┌─ Study material
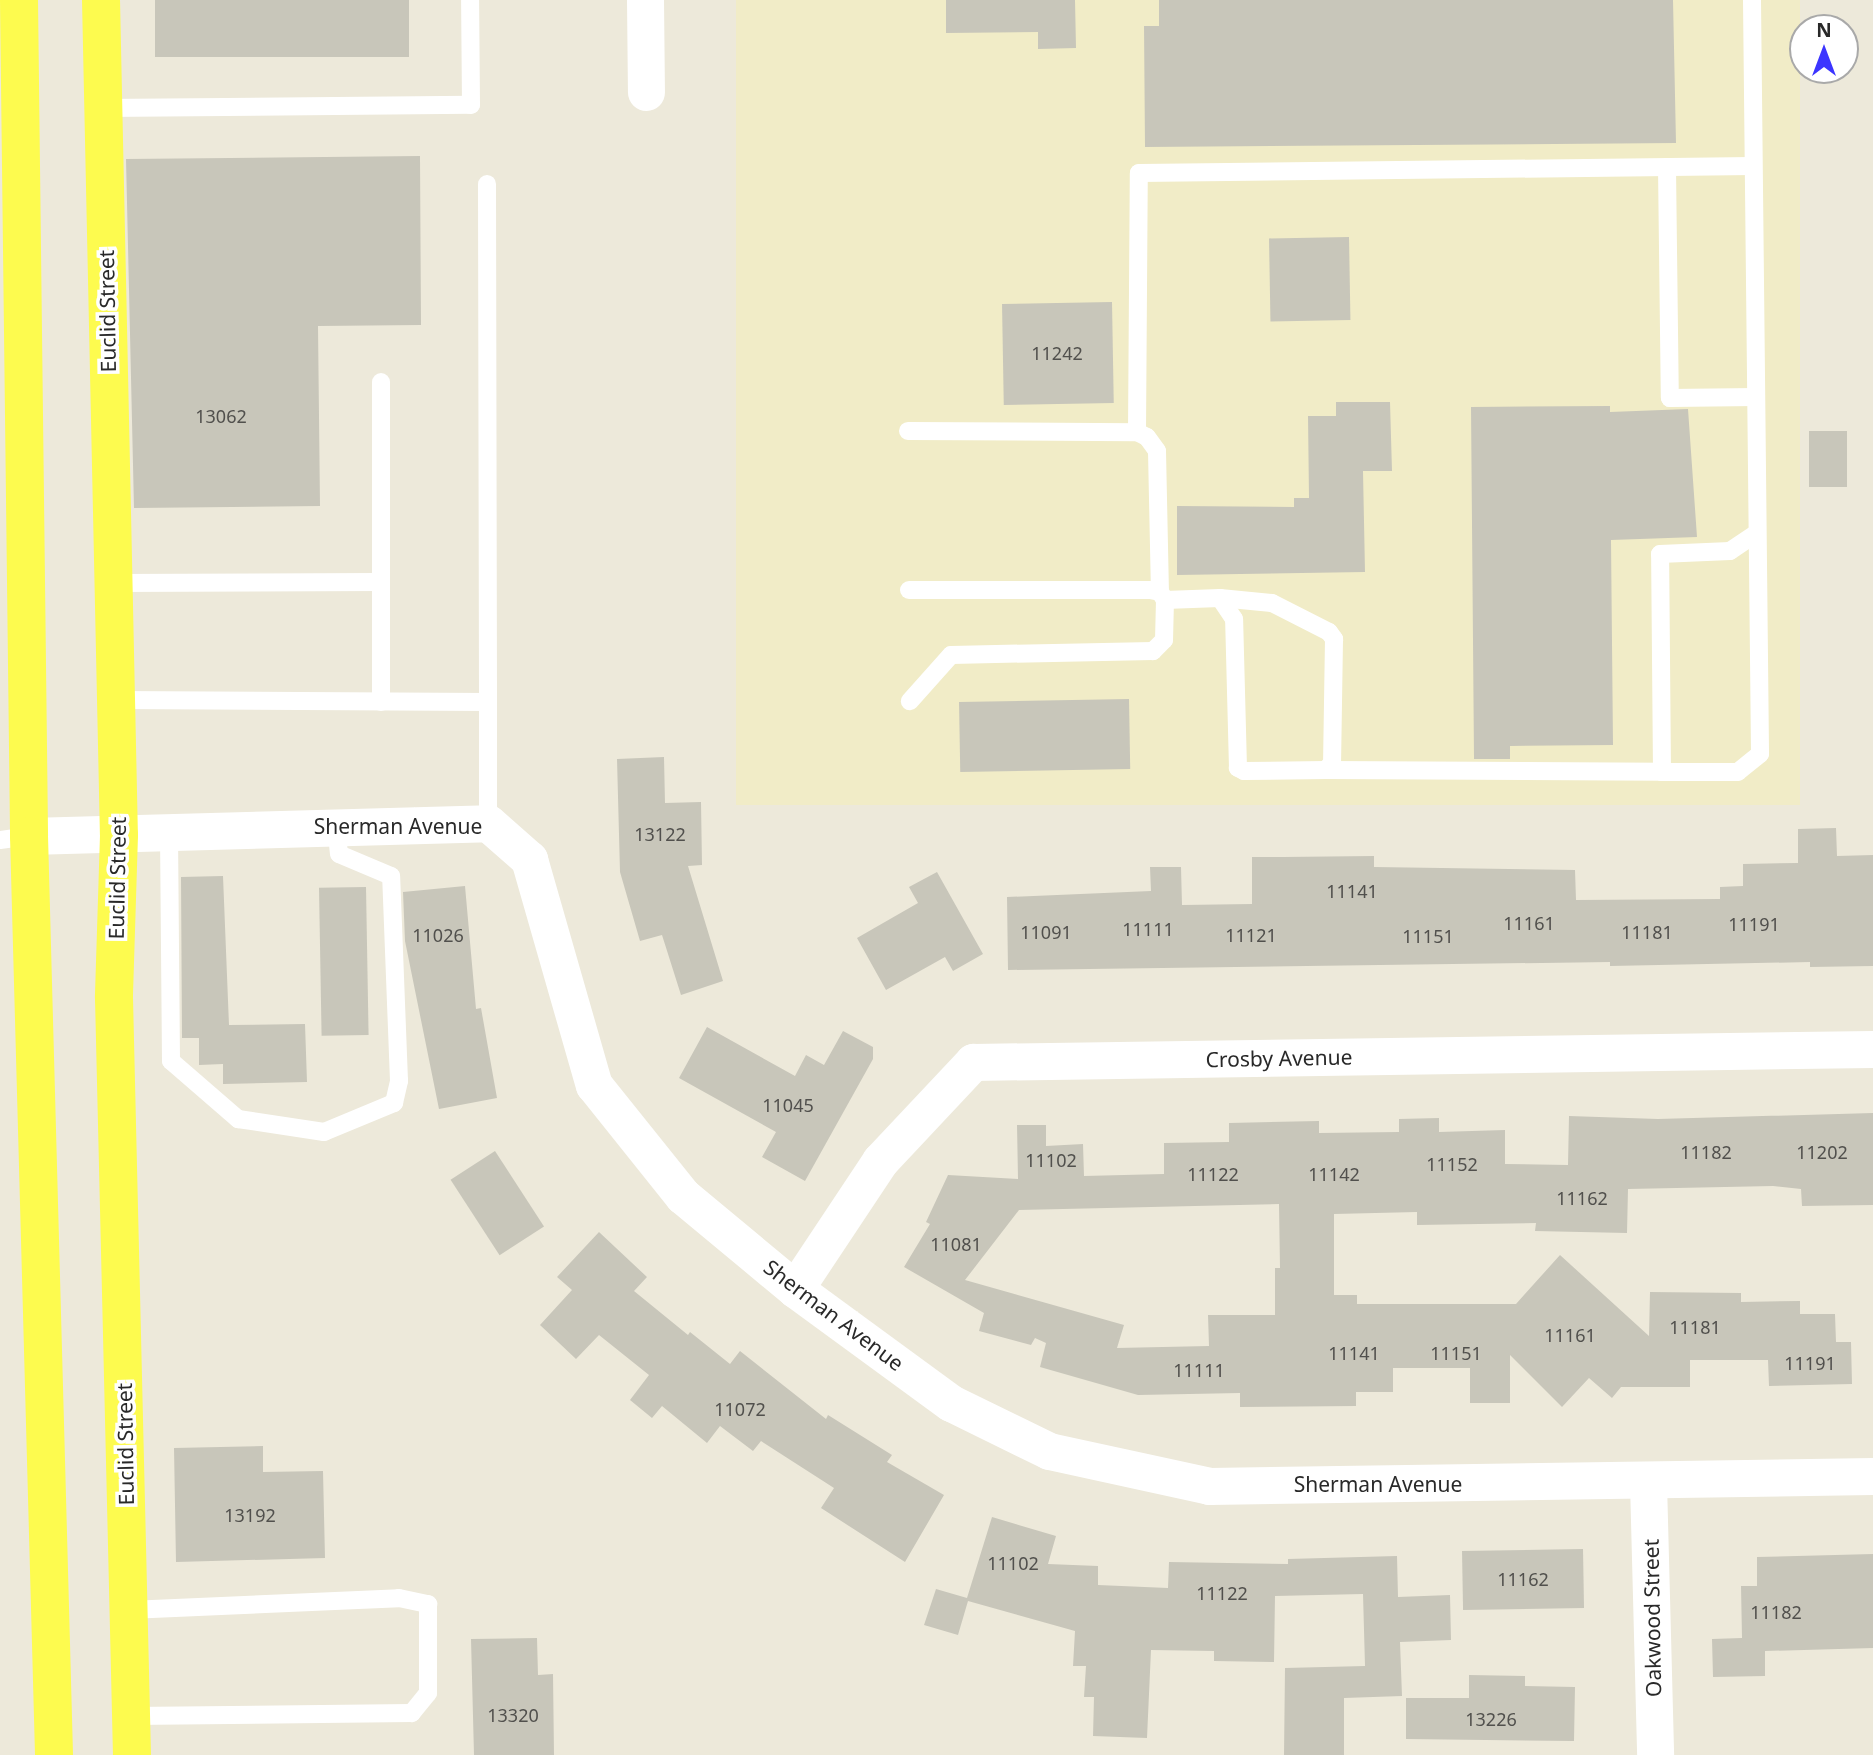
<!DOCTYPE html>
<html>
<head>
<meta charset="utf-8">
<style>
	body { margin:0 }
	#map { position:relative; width:1873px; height:1755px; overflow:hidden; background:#ede9da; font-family:"Noto Sans",sans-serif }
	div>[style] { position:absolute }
	.education>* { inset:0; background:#f1ecc7; transform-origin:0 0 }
	.building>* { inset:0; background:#c8c6ba; transform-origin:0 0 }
	.service>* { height:18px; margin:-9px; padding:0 9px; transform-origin:9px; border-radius:9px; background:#fff }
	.minor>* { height:37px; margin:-18.5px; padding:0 18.5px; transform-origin:18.5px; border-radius:18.5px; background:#fff }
	.primary>* { height:38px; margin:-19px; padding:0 19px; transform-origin:19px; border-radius:19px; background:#fdfb4f }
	span { translate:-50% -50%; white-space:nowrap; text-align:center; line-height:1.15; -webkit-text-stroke:7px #fff; paint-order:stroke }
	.number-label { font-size:18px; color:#51504d }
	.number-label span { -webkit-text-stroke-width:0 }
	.street-label { font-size:21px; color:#292929 }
	.north { position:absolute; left:1789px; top:14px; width:70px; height:70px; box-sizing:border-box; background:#fff; border:2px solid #a9a9a9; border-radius:50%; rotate:0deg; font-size:19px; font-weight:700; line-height:28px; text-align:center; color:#292929 }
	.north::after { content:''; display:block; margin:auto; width:24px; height:32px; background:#3c35ff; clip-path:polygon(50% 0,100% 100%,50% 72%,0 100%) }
</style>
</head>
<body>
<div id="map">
	<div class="education">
		<div style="left:736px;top:0;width:1064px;height:805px"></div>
	</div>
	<div class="building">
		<div style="left:155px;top:0;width:254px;height:57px"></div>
		<div style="clip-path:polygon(946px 0,1075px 0,1076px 48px,1038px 49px,1038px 32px,946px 33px)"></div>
		<div style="clip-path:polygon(1159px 0,1673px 0,1676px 143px,1145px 147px,1144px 26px,1159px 26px)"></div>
		<div style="clip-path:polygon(420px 156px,421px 325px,318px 326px,320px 506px,134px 508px,126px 159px)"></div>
		<div style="left:1349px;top:237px;width:83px;height:80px;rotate:89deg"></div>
		<div style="left:1112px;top:302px;width:101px;height:110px;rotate:89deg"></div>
		<div style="clip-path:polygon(1336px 402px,1390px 402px,1392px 471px,1363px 471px,1365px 572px,1177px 575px,1177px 506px,1294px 507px,1294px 498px,1309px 498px,1308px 416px,1336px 416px)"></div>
		<div style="clip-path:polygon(1610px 406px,1610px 412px,1688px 409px,1697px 537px,1611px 540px,1613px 745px,1510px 746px,1510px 759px,1474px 759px,1471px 407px)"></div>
		<div style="left:1847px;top:431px;width:56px;height:38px;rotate:90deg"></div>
		<div style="left:1129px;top:699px;width:70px;height:170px;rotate:89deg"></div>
		<div style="clip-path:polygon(664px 757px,665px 803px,701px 802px,702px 865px,688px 866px,723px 981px,681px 995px,662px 935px,640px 941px,620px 872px,617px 759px)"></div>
		<div style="clip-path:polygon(1836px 828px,1837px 856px,1873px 855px,1873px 966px,1810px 967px,1810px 962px,1610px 966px,1610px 962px,1008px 970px,1007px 897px,1151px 891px,1150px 867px,1181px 867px,1182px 905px,1252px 904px,1252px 857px,1283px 857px,1374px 856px,1374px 867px,1575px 870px,1576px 900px,1720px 899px,1720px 887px,1743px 886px,1743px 864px,1798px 863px,1798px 829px)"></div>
		<div style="clip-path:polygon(937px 872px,983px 954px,953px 971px,945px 957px,886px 990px,857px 938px,918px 903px,909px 887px)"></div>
		<div style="clip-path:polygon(223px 876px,229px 1025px,305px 1024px,307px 1082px,223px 1084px,223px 1064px,199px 1065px,199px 1038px,182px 1038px,181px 877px)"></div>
		<div style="clip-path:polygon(465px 886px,476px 1009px,481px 1008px,497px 1098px,439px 1109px,405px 941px,403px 892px)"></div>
		<div style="left:366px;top:887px;width:148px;height:47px;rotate:89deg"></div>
		<div style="clip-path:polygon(707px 1027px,795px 1076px,806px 1055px,824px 1065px,843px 1031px,873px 1047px,873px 1059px,805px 1181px,762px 1157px,776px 1132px,679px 1078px)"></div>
		<div style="clip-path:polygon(evenodd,1873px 1113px,1873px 1205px,1802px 1206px,1801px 1189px,1773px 1186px,1628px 1189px,1627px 1233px,1535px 1231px,1536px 1223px,1417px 1225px,1417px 1212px,1334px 1214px,1334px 1295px,1357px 1295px,1357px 1304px,1516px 1304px,1560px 1255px,1649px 1336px,1650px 1292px,1741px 1293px,1741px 1302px,1800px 1301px,1800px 1314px,1835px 1314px,1836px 1342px,1851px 1342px,1852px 1384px,1769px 1386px,1768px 1360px,1690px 1360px,1690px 1387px,1621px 1387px,1612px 1398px,1589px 1378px,1562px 1407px,1510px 1355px,1510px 1403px,1470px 1403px,1470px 1368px,1393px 1368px,1393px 1392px,1356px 1392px,1356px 1406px,1240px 1407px,1240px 1393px,1138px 1395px,1040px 1367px,1046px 1343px,1035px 1338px,1031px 1345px,979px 1331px,984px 1313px,904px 1267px,930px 1224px,926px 1222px,948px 1175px,1018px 1179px,1017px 1125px,1046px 1125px,1046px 1146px,1083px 1144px,1084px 1176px,1164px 1174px,1164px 1143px,1229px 1142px,1229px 1123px,1319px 1121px,1319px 1133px,1399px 1132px,1399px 1119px,1439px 1118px,1439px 1132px,1505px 1130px,1505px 1164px,1568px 1165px,1569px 1116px,1658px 1119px,1873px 1113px,1279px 1204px,1280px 1268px,1275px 1268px,1275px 1315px,1208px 1315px,1209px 1346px,1117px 1348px,1124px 1325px,965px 1280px,1019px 1210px,1279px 1204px)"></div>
		<div style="left:495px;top:1151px;width:90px;height:53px;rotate:57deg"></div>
		<div style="clip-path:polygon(599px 1232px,647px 1277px,634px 1291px,688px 1335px,690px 1332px,730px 1364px,740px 1351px,826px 1419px,828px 1415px,892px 1455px,887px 1462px,944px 1495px,905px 1562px,821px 1508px,834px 1488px,761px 1441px,753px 1451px,720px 1426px,707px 1443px,662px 1406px,652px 1418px,630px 1400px,649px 1375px,599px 1335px,576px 1359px,540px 1325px,572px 1290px,557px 1277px)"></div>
		<div style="clip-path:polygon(263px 1446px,263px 1472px,323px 1471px,325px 1558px,176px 1562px,174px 1448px)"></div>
		<div style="clip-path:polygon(992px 1517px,1056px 1536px,1048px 1564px,1098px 1566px,1098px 1585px,1168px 1588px,1169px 1562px,1288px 1564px,1288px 1559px,1397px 1556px,1398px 1597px,1450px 1595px,1451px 1640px,1400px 1642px,1402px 1696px,1344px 1698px,1344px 1755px,1284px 1755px,1285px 1668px,1365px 1666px,1363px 1594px,1275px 1596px,1274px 1662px,1214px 1661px,1214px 1651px,1151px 1650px,1147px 1738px,1093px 1736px,1094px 1697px,1084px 1697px,1086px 1666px,1073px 1666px,1075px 1631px,968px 1601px,958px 1635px,924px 1625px,936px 1589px,967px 1598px)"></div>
		<div style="left:1583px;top:1549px;width:59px;height:121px;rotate:89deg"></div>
		<div style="clip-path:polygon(1873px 1554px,1873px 1648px,1765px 1651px,1765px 1676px,1713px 1677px,1712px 1639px,1742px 1638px,1741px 1586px,1757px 1586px,1757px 1557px)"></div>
		<div style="clip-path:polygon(537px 1638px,538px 1675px,553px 1674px,554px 1755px,474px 1755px,471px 1639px)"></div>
		<div style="clip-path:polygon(1469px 1675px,1525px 1676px,1525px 1686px,1575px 1687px,1574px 1741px,1406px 1739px,1406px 1698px,1469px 1698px)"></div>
	</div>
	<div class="service">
		<div style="left:1752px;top:0;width:754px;rotate:89.39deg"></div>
		<div style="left:1760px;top:754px;width:28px;rotate:141deg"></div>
		<div style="left:1738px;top:772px;width:76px;rotate:180deg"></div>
		<div style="left:1662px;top:772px;width:218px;rotate:-90.5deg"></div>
		<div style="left:1660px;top:554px;width:70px;rotate:-2.5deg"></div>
		<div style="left:1730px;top:551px;width:32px;rotate:-34deg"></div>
		<div style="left:103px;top:108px;width:368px;rotate:-0.5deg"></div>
		<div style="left:471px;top:105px;width:105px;rotate:-90.5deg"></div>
		<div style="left:1667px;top:167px;width:231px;rotate:89.3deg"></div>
		<div style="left:1670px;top:398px;width:86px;rotate:-0.7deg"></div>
		<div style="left:381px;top:382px;width:320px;rotate:90deg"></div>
		<div style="left:908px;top:431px;width:229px;rotate:0.3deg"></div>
		<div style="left:1137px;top:432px;width:11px;rotate:27deg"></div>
		<div style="left:1147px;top:437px;width:17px;rotate:54deg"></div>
		<div style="left:1157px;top:451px;width:141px;rotate:88.8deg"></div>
		<div style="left:1137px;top:432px;width:259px;rotate:-89.6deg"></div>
		<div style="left:1139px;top:173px;width:614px;rotate:-0.65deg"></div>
		<div style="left:113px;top:583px;width:268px;rotate:-0.2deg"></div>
		<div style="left:909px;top:590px;width:241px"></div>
		<div style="left:1150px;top:590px;width:10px;rotate:11deg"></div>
		<div style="left:1160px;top:592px;width:9px;rotate:58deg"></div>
		<div style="left:1165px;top:600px;width:40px;rotate:91.4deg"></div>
		<div style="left:1164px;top:640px;width:16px;rotate:135deg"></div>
		<div style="left:1153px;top:651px;width:202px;rotate:178.9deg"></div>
		<div style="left:951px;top:655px;width:62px;rotate:131.7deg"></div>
		<div style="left:1165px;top:600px;width:55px;rotate:-2.1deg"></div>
		<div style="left:1220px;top:598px;width:52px;rotate:5.5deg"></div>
		<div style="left:1272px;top:603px;width:64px;rotate:27deg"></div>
		<div style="left:1329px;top:632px;width:9px;rotate:54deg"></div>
		<div style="left:1334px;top:639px;width:124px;rotate:90.9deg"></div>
		<div style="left:1332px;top:763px;width:9px;rotate:131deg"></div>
		<div style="left:1326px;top:770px;width:82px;rotate:179.3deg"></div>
		<div style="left:1244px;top:771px;width:7px;rotate:-153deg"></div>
		<div style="left:1238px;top:768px;width:149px;rotate:-91.5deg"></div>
		<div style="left:1234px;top:619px;width:25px;rotate:-124deg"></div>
		<div style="left:116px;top:700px;width:372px;rotate:0.3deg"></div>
		<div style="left:488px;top:702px;width:518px;rotate:-90.11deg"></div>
		<div style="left:488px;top:702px;width:121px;rotate:90deg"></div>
		<div style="left:1326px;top:770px;width:336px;rotate:0.3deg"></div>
		<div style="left:169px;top:833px;width:228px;rotate:89.5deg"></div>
		<div style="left:171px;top:1061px;width:89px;rotate:40.9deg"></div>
		<div style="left:238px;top:1119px;width:87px;rotate:8.6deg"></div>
		<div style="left:324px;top:1132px;width:76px;rotate:-22.5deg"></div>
		<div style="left:394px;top:1103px;width:23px;rotate:-77deg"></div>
		<div style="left:399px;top:1081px;width:205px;rotate:-92.2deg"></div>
		<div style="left:391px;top:876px;width:56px;rotate:-157.1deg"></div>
		<div style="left:339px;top:854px;width:29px;rotate:-96deg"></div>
		<div style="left:0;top:840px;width:29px;rotate:-8deg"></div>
		<div style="left:129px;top:1610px;width:270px;rotate:-2.5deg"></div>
		<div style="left:399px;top:1598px;width:30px;rotate:12deg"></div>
		<div style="left:428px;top:1604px;width:89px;rotate:90deg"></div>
		<div style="left:428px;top:1693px;width:26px;rotate:129deg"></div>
		<div style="left:412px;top:1713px;width:281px;rotate:179.4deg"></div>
	</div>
	<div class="minor">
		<div style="left:645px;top:0;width:92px;rotate:89.4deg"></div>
		<div style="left:29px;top:836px;width:459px;rotate:-1.6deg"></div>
		<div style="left:488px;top:823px;width:55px;rotate:41.3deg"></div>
		<div style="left:529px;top:859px;width:235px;rotate:74deg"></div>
		<div style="left:594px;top:1085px;width:142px;rotate:51.3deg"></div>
		<div style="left:683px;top:1196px;width:146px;rotate:39.7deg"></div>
		<div style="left:795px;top:1289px;width:193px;rotate:36.2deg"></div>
		<div style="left:951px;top:1403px;width:109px;rotate:26.1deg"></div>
		<div style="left:1049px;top:1451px;width:164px;rotate:12.3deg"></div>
		<div style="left:1209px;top:1486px;width:664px;rotate:-0.86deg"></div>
		<div style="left:795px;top:1289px;width:154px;rotate:-56.4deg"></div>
		<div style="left:880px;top:1161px;width:136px;rotate:-46.8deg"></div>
		<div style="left:973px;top:1062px;width:900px;rotate:-0.83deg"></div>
		<div style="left:1648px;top:1482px;width:273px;rotate:88.5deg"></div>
	</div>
	<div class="primary">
		<div style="left:19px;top:0;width:836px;rotate:89.31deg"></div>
		<div style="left:29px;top:836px;width:919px;rotate:88.44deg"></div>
		<div style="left:101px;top:0;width:835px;rotate:88.77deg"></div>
		<div style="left:119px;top:835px;width:163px;rotate:91.8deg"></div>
		<div style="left:114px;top:998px;width:757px;rotate:88.64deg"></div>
	</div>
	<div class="number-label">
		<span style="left:1057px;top:353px">11242</span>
		<span style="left:221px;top:416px">13062</span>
		<span style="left:660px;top:834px">13122</span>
		<span style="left:1352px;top:891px">11141</span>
		<span style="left:1529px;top:923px">11161</span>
		<span style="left:1754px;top:924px">11191</span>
		<span style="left:1148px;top:929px">11111</span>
		<span style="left:1046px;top:932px">11091</span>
		<span style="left:1647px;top:932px">11181</span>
		<span style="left:438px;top:935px">11026</span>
		<span style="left:1251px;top:935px">11121</span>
		<span style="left:1428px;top:936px">11151</span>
		<span style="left:788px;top:1105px">11045</span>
		<span style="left:1706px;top:1152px">11182</span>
		<span style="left:1822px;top:1152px">11202</span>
		<span style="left:1051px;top:1160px">11102</span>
		<span style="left:1452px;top:1164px">11152</span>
		<span style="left:1213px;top:1174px">11122</span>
		<span style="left:1334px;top:1174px">11142</span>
		<span style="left:1582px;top:1198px">11162</span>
		<span style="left:956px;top:1244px">11081</span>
		<span style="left:1695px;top:1327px">11181</span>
		<span style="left:1570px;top:1335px">11161</span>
		<span style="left:1354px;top:1353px">11141</span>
		<span style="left:1456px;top:1353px">11151</span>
		<span style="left:1810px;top:1363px">11191</span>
		<span style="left:1199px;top:1370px">11111</span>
		<span style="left:740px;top:1409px">11072</span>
		<span style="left:250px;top:1515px">13192</span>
		<span style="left:1013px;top:1563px">11102</span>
		<span style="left:1523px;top:1579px">11162</span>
		<span style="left:1222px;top:1593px">11122</span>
		<span style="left:1776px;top:1612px">11182</span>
		<span style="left:513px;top:1715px">13320</span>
		<span style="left:1491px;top:1719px">13226</span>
	</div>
	<div class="street-label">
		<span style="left:107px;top:311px;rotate:-91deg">Euclid Street</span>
		<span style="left:398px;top:826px">Sherman Avenue</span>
		<span style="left:117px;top:878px;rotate:-89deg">Euclid Street</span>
		<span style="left:1279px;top:1058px;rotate:-1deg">Crosby Avenue</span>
		<span style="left:834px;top:1315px;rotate:37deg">Sherman Avenue</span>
		<span style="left:125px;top:1444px;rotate:-91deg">Euclid Street</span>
		<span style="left:1378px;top:1484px">Sherman Avenue</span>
		<span style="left:1652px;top:1618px;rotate:-91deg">Oakwood Street</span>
	</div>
	<div class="north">N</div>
</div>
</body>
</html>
└─
Assigned task -
The answer is the lines above, word for word, from the first one through the one containing "height:18px; margin:-9px; padding:0"; it includes no pictures.

Result of this task -
<!DOCTYPE html>
<html>
<head>
<meta charset="utf-8">
<style>
	body { margin:0 }
	#map { position:relative; width:1873px; height:1755px; overflow:hidden; background:#ede9da; font-family:"Noto Sans",sans-serif }
	div>[style] { position:absolute }
	.education>* { inset:0; background:#f1ecc7; transform-origin:0 0 }
	.building>* { inset:0; background:#c8c6ba; transform-origin:0 0 }
	.service>* { height:18px; margin:-9px; padding:0 9px; transform-origin:9px; border-radius:9px; background:#fff }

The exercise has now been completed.